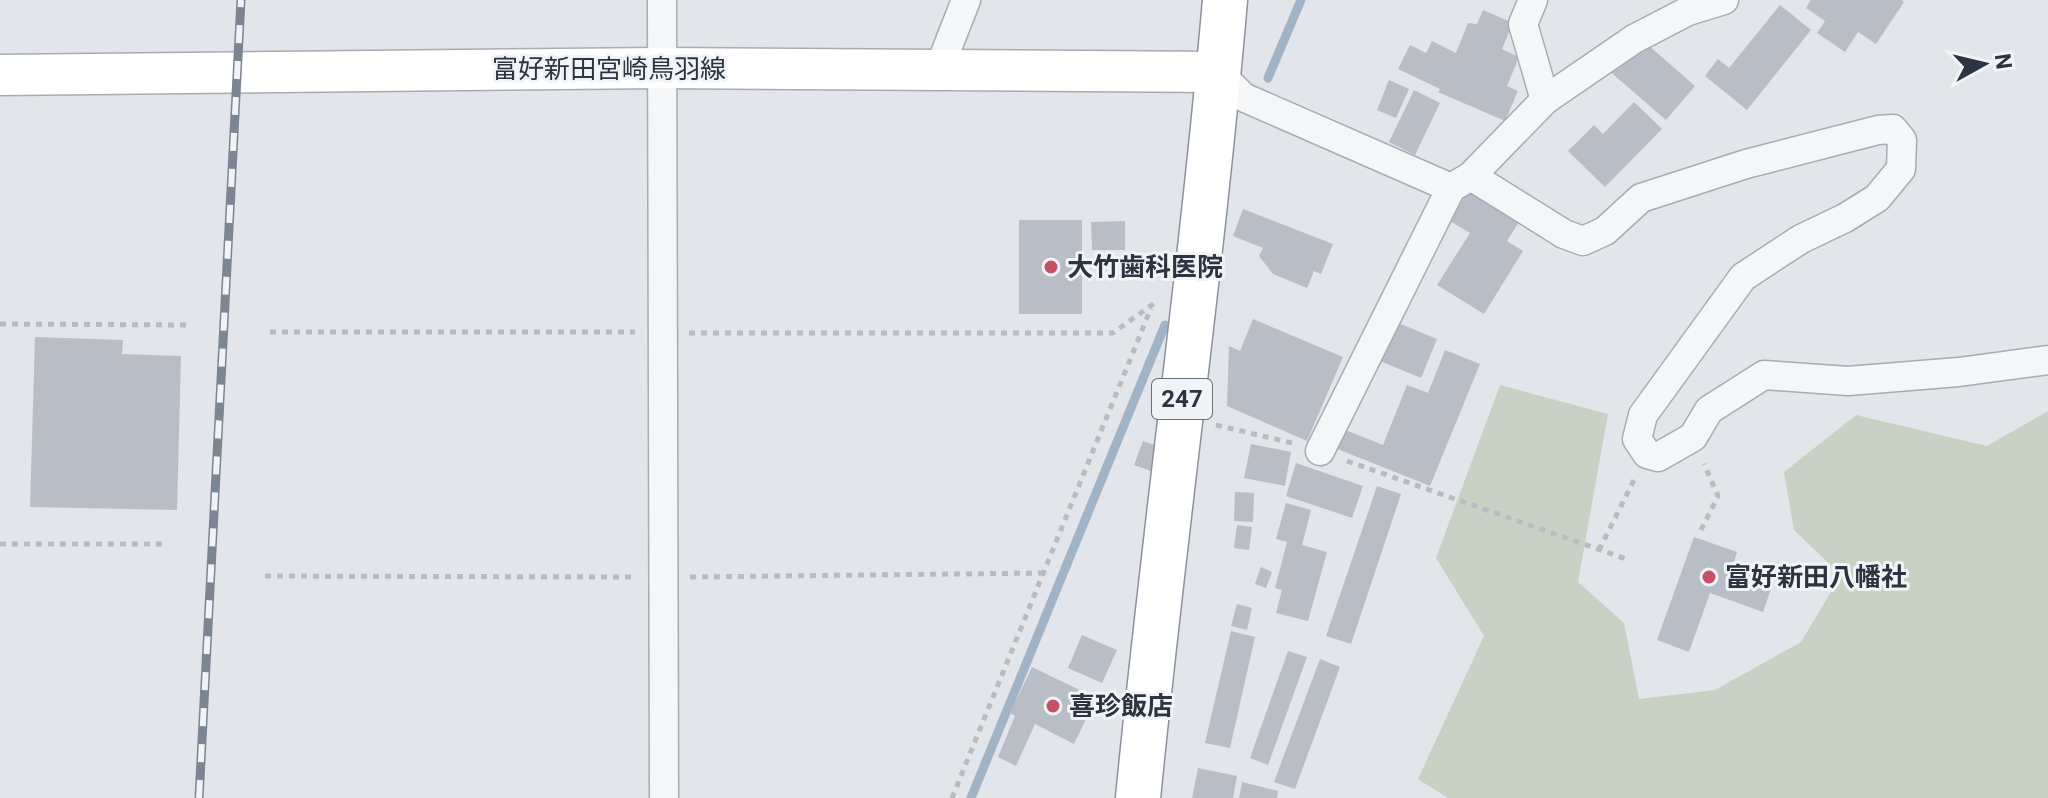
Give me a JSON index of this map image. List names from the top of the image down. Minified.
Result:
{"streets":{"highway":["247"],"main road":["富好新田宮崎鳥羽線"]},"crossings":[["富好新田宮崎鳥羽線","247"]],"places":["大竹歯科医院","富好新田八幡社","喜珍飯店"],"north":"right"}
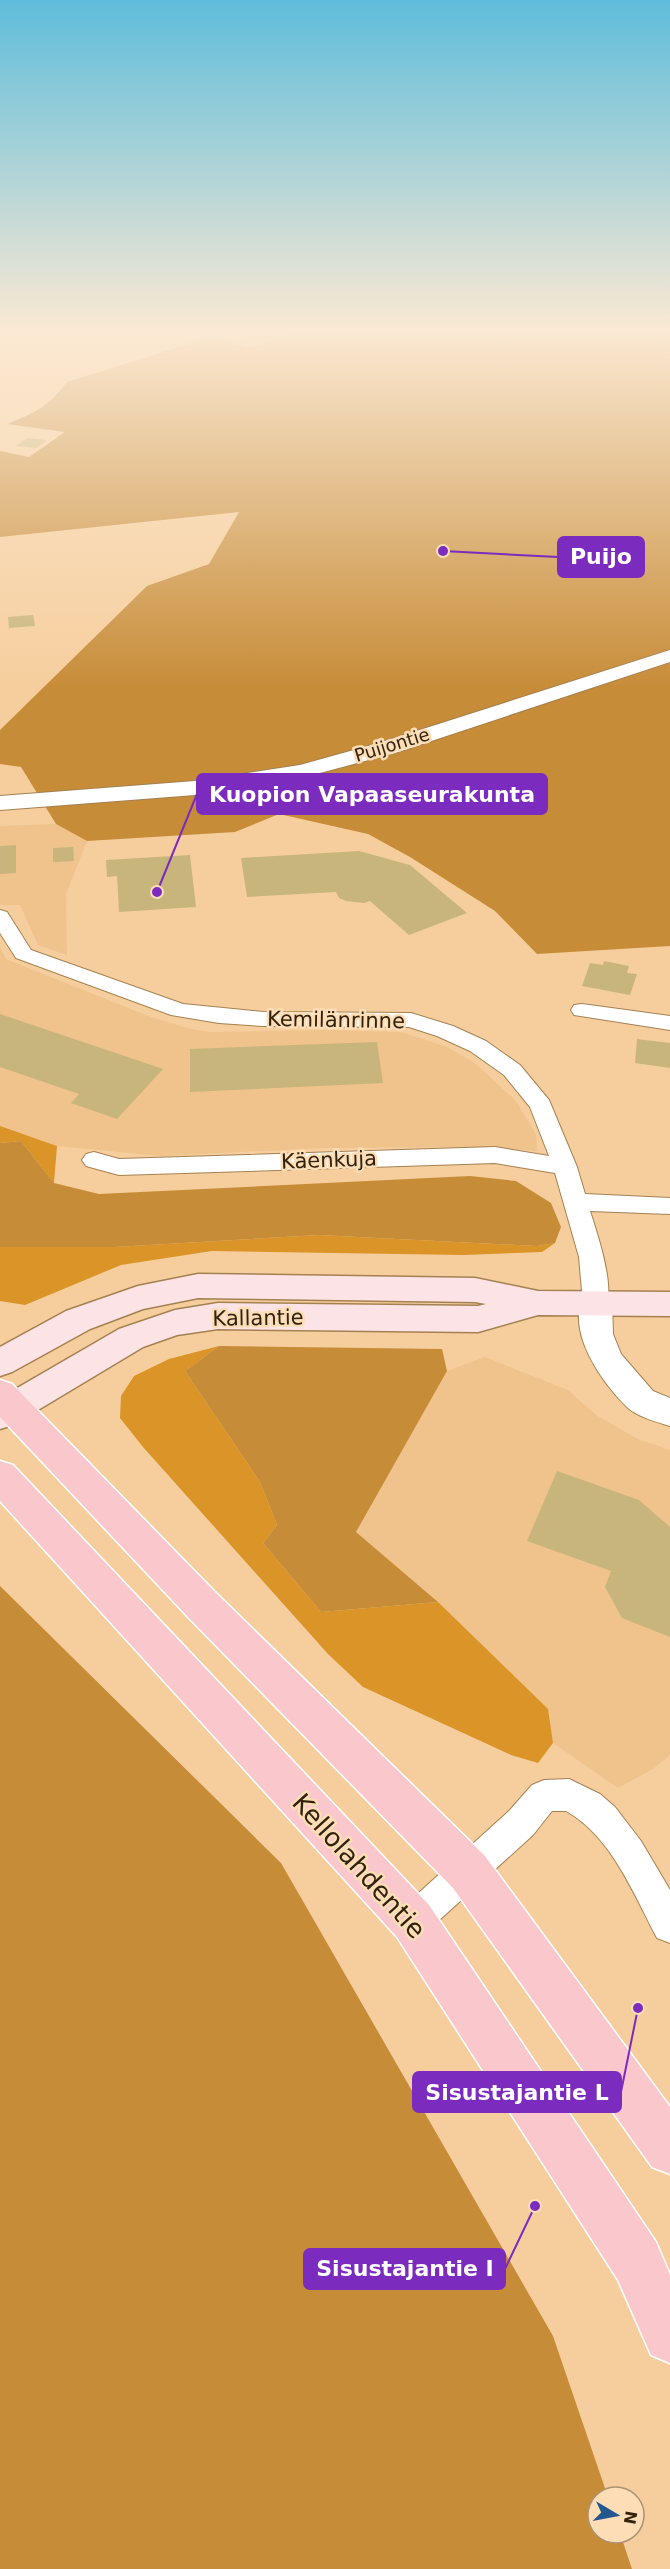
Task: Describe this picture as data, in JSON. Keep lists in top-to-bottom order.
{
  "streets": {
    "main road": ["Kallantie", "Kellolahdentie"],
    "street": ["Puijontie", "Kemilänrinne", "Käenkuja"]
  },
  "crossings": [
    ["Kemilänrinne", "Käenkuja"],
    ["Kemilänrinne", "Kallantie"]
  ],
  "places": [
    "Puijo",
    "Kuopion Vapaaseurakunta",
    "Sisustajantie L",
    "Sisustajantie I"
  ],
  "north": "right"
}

:: TASK OBJECTIVE ::
The full listing must come back exactly as written, with its pictures left out.

:: YOUR SOLUTION ::
Give me a JSON index of this map image. List names from the top of the image down. Minified.
Result:
{"streets":{"highway":["247"],"main road":["富好新田宮崎鳥羽線"]},"crossings":[["富好新田宮崎鳥羽線","247"]],"places":["大竹歯科医院","富好新田八幡社","喜珍飯店"],"north":"right"}
Task: Describe this picture as data, in JSON. Keep lists in top-to-bottom order.
{
  "streets": {
    "main road": ["Kallantie", "Kellolahdentie"],
    "street": ["Puijontie", "Kemilänrinne", "Käenkuja"]
  },
  "crossings": [
    ["Kemilänrinne", "Käenkuja"],
    ["Kemilänrinne", "Kallantie"]
  ],
  "places": [
    "Puijo",
    "Kuopion Vapaaseurakunta",
    "Sisustajantie L",
    "Sisustajantie I"
  ],
  "north": "right"
}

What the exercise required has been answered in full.